Collected material:
****************
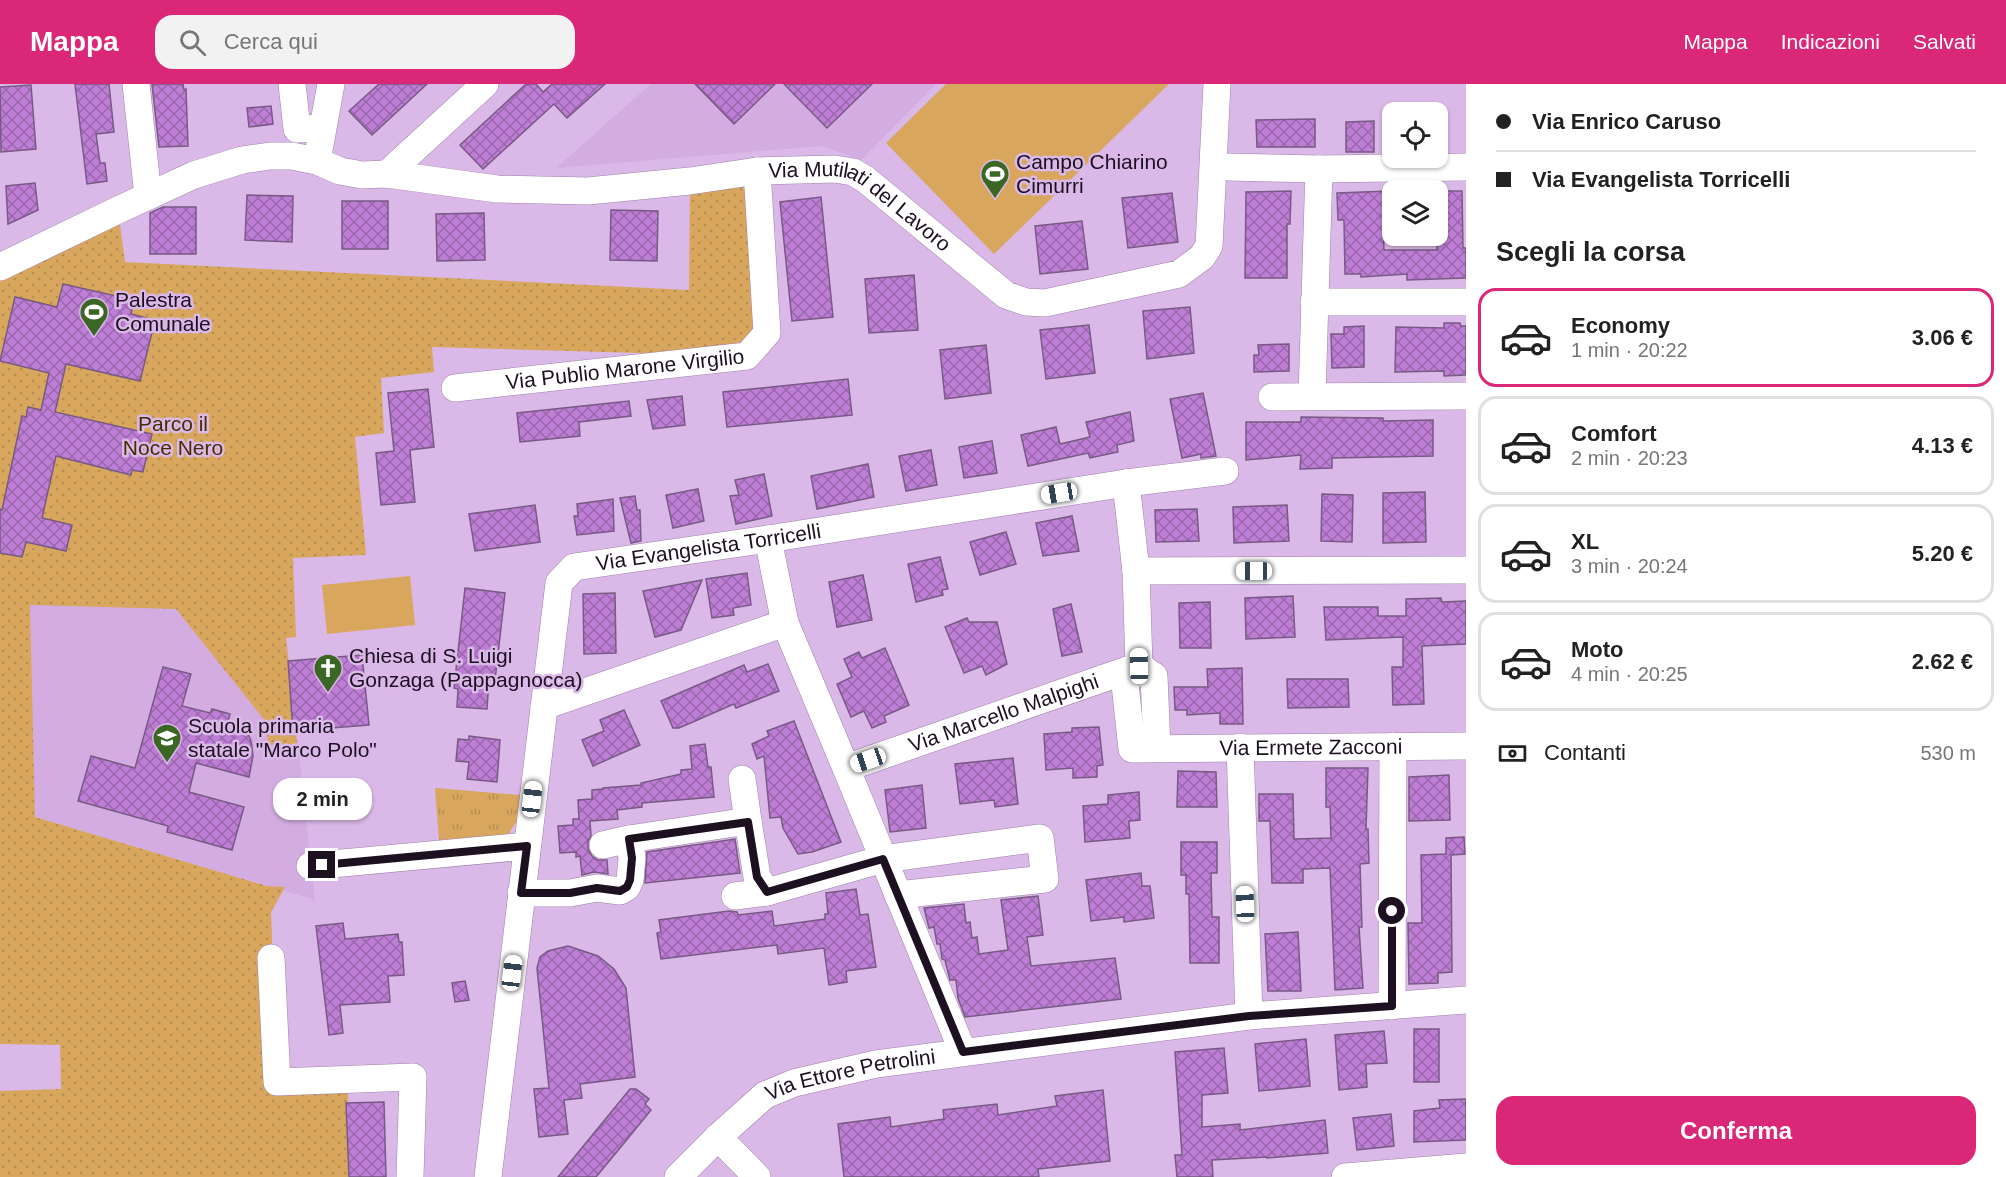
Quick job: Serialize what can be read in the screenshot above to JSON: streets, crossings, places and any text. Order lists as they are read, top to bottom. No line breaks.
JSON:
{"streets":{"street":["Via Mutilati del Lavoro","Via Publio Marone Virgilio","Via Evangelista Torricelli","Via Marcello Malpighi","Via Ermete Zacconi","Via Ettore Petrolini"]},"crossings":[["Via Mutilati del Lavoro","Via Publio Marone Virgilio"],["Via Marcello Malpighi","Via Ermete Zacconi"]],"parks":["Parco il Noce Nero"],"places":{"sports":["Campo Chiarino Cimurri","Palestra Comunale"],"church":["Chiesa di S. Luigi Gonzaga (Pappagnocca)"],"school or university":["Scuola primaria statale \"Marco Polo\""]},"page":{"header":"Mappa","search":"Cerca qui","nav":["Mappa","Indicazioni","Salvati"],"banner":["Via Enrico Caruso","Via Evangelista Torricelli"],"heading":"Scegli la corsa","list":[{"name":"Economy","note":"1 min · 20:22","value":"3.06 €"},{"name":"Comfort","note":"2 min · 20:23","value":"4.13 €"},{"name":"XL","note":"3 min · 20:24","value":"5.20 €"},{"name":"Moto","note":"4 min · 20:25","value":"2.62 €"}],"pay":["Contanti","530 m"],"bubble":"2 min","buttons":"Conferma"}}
****************
Restate the material above word for word, omitting the pictures.

Quick job: Serialize what can be read in the screenshot above to JSON: streets, crossings, places and any text. Order lists as they are read, top to bottom. No line breaks.
JSON:
{"streets":{"street":["Via Mutilati del Lavoro","Via Publio Marone Virgilio","Via Evangelista Torricelli","Via Marcello Malpighi","Via Ermete Zacconi","Via Ettore Petrolini"]},"crossings":[["Via Mutilati del Lavoro","Via Publio Marone Virgilio"],["Via Marcello Malpighi","Via Ermete Zacconi"]],"parks":["Parco il Noce Nero"],"places":{"sports":["Campo Chiarino Cimurri","Palestra Comunale"],"church":["Chiesa di S. Luigi Gonzaga (Pappagnocca)"],"school or university":["Scuola primaria statale \"Marco Polo\""]},"page":{"header":"Mappa","search":"Cerca qui","nav":["Mappa","Indicazioni","Salvati"],"banner":["Via Enrico Caruso","Via Evangelista Torricelli"],"heading":"Scegli la corsa","list":[{"name":"Economy","note":"1 min · 20:22","value":"3.06 €"},{"name":"Comfort","note":"2 min · 20:23","value":"4.13 €"},{"name":"XL","note":"3 min · 20:24","value":"5.20 €"},{"name":"Moto","note":"4 min · 20:25","value":"2.62 €"}],"pay":["Contanti","530 m"],"bubble":"2 min","buttons":"Conferma"}}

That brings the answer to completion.